Work request> Wherever the string "setLineDash" shows up in the data below, copy the whole line.

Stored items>
"""

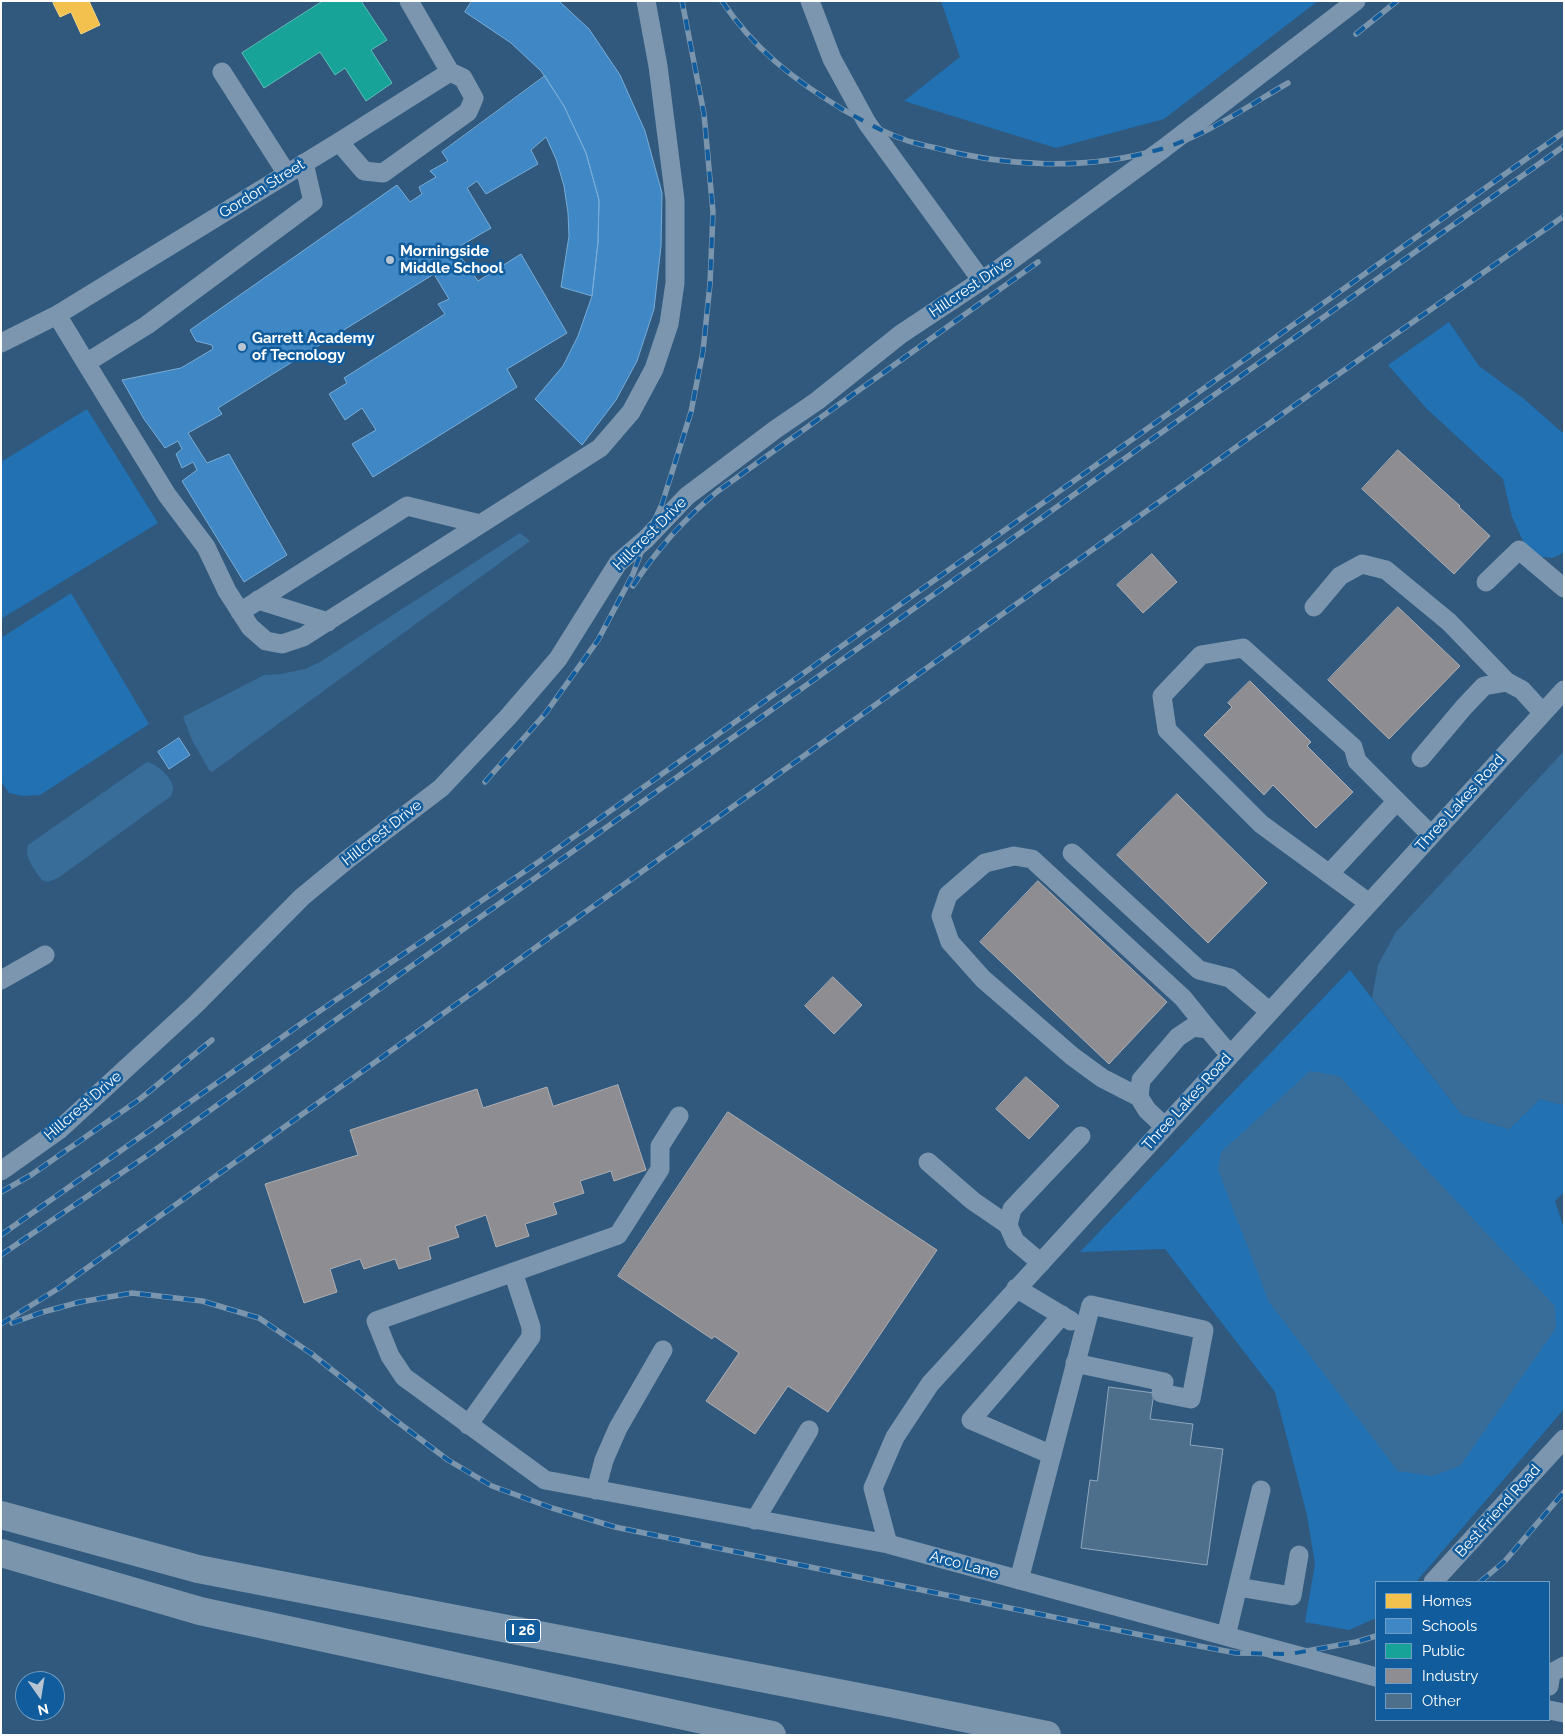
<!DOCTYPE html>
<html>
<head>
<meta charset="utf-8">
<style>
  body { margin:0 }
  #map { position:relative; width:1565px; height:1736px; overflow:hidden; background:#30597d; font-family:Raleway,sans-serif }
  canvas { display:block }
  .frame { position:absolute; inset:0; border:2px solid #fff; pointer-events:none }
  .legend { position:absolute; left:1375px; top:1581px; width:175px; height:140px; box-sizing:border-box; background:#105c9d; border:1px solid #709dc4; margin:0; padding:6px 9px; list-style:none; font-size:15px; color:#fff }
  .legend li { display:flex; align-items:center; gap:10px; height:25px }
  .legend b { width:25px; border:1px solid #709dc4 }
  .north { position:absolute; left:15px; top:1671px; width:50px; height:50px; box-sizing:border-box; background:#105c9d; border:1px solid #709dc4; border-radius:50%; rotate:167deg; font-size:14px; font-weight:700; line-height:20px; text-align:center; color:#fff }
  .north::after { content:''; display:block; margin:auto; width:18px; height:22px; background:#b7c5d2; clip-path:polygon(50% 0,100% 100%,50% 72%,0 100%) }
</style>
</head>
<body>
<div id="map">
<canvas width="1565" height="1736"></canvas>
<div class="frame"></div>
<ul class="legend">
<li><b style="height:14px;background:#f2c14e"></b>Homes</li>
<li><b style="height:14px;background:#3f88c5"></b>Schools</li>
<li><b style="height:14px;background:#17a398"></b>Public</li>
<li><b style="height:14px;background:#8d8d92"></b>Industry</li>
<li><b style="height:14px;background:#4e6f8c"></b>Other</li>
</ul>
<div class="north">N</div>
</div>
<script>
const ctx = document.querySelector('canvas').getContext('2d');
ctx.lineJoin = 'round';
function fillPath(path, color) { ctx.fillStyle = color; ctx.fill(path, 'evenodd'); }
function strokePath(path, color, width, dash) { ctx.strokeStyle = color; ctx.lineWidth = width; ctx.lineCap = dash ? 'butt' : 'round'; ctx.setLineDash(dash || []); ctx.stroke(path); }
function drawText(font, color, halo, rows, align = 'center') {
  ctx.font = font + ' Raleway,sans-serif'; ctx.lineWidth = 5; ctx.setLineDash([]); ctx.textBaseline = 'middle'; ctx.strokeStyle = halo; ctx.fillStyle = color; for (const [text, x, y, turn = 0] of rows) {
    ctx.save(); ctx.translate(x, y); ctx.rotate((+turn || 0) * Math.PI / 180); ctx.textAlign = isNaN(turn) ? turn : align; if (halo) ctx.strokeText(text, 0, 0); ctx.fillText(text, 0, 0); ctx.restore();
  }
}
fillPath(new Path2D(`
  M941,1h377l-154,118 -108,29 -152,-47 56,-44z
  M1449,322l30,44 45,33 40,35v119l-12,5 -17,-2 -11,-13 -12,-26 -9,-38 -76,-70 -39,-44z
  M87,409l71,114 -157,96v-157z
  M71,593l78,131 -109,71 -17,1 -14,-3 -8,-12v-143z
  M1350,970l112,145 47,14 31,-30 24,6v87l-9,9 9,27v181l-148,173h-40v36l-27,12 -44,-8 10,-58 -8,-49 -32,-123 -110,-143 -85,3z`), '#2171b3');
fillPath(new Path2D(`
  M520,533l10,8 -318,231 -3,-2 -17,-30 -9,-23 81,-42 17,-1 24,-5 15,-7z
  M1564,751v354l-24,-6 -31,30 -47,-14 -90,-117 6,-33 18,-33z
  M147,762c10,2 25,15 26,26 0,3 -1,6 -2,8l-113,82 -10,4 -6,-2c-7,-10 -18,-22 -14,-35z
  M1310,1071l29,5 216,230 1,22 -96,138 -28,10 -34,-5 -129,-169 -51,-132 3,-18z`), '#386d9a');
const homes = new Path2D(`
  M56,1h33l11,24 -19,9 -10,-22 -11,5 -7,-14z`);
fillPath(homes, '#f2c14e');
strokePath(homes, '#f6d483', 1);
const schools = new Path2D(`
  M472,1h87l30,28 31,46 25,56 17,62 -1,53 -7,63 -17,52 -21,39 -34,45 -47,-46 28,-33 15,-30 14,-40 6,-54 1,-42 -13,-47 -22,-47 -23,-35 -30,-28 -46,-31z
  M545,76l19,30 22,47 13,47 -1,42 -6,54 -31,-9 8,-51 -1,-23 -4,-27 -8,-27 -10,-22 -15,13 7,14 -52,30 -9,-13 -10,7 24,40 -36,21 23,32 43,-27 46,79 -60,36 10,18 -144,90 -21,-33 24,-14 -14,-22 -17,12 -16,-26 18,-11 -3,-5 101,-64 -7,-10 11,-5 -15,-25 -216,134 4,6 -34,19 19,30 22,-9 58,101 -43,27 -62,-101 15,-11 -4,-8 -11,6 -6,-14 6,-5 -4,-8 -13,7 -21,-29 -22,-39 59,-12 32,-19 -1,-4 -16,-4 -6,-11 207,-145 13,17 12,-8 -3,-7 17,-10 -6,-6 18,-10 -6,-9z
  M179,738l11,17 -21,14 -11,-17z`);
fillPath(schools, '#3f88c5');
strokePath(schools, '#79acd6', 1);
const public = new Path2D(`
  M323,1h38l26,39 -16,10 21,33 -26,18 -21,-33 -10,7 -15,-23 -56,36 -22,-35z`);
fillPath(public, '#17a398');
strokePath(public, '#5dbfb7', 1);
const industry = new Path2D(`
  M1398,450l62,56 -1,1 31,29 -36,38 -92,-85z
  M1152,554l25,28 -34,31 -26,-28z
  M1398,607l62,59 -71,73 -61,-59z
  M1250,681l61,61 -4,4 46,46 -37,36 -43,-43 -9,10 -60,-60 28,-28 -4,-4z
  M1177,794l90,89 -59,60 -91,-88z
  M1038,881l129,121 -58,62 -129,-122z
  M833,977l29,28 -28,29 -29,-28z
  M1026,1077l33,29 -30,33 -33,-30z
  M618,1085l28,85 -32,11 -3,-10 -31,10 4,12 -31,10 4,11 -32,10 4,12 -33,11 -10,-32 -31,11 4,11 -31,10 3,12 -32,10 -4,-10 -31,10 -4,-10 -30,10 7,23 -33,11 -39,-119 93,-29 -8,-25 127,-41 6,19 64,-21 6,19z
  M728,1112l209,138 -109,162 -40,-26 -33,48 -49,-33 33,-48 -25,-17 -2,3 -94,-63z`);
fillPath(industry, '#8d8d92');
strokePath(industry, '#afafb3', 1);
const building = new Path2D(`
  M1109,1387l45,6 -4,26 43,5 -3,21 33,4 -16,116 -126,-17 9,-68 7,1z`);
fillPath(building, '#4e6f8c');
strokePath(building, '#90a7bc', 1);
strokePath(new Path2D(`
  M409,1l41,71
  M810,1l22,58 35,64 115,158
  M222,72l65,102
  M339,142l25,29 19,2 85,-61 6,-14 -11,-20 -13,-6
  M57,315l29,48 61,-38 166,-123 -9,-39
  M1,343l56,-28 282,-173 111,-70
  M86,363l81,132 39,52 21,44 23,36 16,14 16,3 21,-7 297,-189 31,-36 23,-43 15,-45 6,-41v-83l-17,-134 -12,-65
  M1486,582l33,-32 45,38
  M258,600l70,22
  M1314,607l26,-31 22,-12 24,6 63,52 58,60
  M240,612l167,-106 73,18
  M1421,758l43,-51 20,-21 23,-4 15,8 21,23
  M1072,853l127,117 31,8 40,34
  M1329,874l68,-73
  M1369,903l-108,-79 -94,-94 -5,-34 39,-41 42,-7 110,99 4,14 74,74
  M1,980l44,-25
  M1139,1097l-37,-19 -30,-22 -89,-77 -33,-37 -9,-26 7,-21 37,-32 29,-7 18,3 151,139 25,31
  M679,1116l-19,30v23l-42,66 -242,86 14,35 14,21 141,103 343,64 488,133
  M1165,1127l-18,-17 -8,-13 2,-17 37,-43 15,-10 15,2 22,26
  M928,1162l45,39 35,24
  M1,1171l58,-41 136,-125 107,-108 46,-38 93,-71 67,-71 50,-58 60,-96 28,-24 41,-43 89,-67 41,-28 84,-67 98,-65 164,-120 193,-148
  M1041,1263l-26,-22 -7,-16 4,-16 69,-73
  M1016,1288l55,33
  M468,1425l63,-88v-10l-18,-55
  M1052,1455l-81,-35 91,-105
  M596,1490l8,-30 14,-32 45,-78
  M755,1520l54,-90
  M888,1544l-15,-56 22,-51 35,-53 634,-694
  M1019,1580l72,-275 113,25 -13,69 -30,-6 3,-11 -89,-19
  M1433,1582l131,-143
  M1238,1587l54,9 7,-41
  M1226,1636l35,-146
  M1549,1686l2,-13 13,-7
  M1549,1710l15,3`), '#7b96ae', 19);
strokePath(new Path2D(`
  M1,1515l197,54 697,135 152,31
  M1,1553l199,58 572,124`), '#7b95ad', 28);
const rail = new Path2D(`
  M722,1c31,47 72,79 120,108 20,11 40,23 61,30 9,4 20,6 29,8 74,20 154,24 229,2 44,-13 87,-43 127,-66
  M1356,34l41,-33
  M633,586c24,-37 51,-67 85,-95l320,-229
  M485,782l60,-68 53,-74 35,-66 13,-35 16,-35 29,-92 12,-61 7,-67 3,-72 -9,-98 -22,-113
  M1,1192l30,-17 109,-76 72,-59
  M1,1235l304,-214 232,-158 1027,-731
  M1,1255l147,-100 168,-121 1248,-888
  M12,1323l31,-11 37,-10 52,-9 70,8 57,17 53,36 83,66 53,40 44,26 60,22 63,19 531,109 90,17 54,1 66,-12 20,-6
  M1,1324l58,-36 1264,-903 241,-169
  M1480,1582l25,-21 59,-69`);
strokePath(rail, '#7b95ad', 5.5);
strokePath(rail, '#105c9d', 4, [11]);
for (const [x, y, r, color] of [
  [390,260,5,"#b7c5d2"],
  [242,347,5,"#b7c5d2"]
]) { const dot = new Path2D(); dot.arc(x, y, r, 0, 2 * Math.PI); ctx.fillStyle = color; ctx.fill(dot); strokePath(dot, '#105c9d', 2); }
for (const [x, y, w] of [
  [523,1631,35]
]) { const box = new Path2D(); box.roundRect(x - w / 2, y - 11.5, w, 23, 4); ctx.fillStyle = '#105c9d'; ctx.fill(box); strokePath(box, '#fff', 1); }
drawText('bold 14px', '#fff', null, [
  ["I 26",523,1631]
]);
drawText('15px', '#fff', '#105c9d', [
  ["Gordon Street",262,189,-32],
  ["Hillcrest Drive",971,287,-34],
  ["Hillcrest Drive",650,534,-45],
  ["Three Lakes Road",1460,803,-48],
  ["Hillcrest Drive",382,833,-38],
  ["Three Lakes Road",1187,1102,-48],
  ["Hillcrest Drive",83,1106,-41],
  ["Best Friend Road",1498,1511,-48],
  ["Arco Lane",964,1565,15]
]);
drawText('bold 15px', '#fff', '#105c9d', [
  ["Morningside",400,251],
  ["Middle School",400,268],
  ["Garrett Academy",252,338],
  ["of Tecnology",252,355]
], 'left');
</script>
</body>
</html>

"""

Solution>
function strokePath(path, color, width, dash) { ctx.strokeStyle = color; ctx.lineWidth = width; ctx.lineCap = dash ? 'butt' : 'round'; ctx.setLineDash(dash || []); ctx.stroke(path); }
  ctx.font = font + ' Raleway,sans-serif'; ctx.lineWidth = 5; ctx.setLineDash([]); ctx.textBaseline = 'middle'; ctx.strokeStyle = halo; ctx.fillStyle = color; for (const [text, x, y, turn = 0] of rows) {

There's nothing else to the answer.